The South Sudanese woman and many others who have sought sanctuary in a United Nations site protected by peacekeepers shared their stories with the UN Deputy Secretary-General, Amina Mohammed, who is leading a high-powered delegation to the conflict-affected country.
“Since this conflict erupted, there have been cases of sexual and gender-based violence. Since the time that it happened through till today, the perpetrators have not been held accountable,” said Madiu John.
The Deputy Secretary-General, a mother of six children herself, shared her own powerful message of hope and peace.
“So far, we have failed, there is no peace in South Sudan,” said DSG Amina Mohammed. “But as mothers, because of the children, we will not give up, not on peace. You must not be tired. You must have hope. You must find ways to close the gap between the tragedy today and your dream of tomorrow.”

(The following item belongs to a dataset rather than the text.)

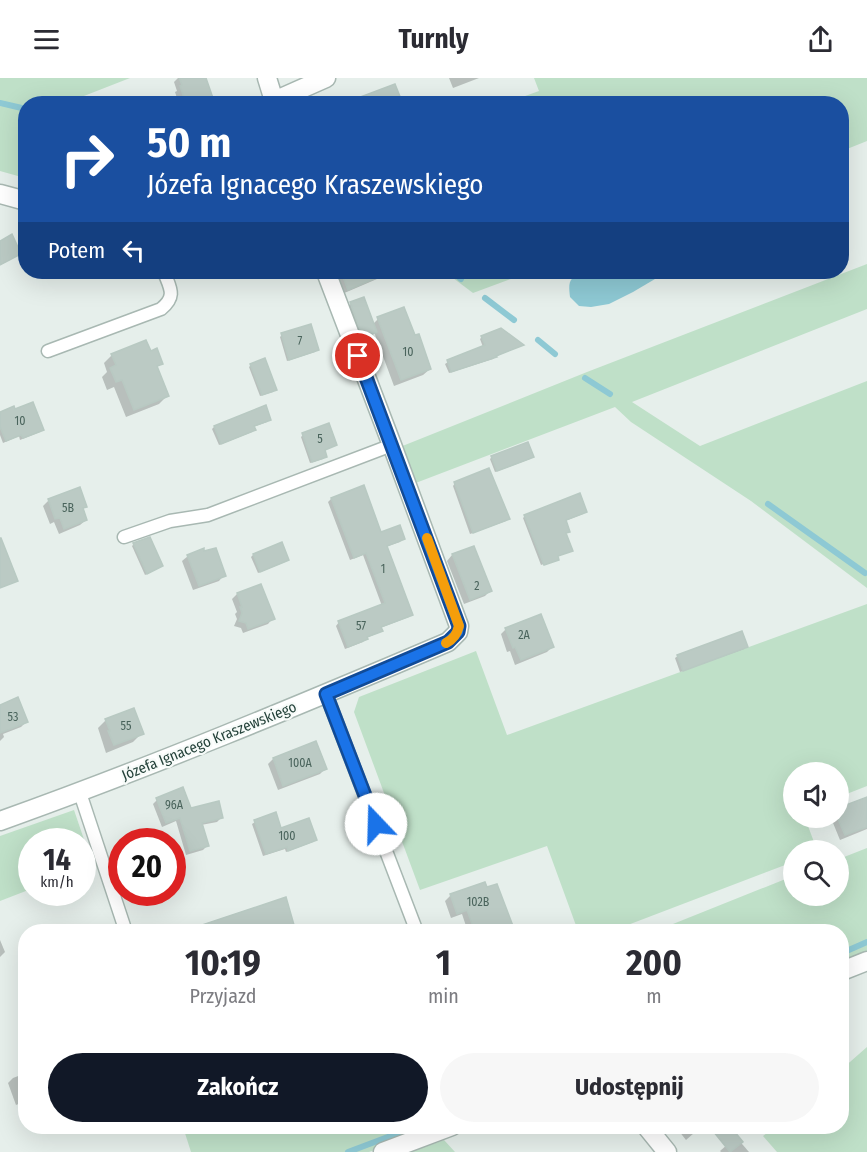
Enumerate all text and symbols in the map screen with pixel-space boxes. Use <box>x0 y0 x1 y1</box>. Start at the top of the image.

Speaking to women in the protection site, the African Union Special Envoy for Women, Peace and Security, Bineta Diop, committed to justice for those who have suffered sexual violence.
“You need to mobilise,” she said. “We are victims but we don’t want to be victims. We are survivors. All of us in Africa. Survivors, survivors, survivors and we are going to fight to bring peace to South Sudan together.”
“We will fight for peace, but we will also fight for justice and accountability. Those who are perpetrators, we have to hold them accountable,” said Bineta Diop.
The delegation’s visit to Wau also focused on building resilience in local communities and giving people the confidence to return to their homes.
At the Aweil Jedid Basic School, UN agencies, humanitarian partners and local authorities are working together to help children reach their full potential.
The UN Mission in South Sudan has built classrooms. It provides peacekeeping patrols and is leading local peace talks. UNICEF, the UN Children’s Fund, provides school books, teacher training, boreholes and toilets while the World Food Programme provides food so that children have the energy to study. The Government is paying teachers’ salaries through a grant from the European Union.
“It is wonderful to see children moving from the tree to the classroom,” said the DSG. “I think that is a really good day for education, which is so foundational to building our children’s lives so they can prosper, so they can be part of an economy one day that is peaceful and is inclusive.”
While the children are dreaming of a brighter future, many others say there have been lots of promises of peace but the reality on the ground is very different. People continue to suffer from a lack of food, displacement and the daily threat of violence.
The women of Wau, though, were inspired by the solidarity expressed by the joint UN and AU delegation who left them with the sense that lasting peace and prosperity across South Sudan is possible.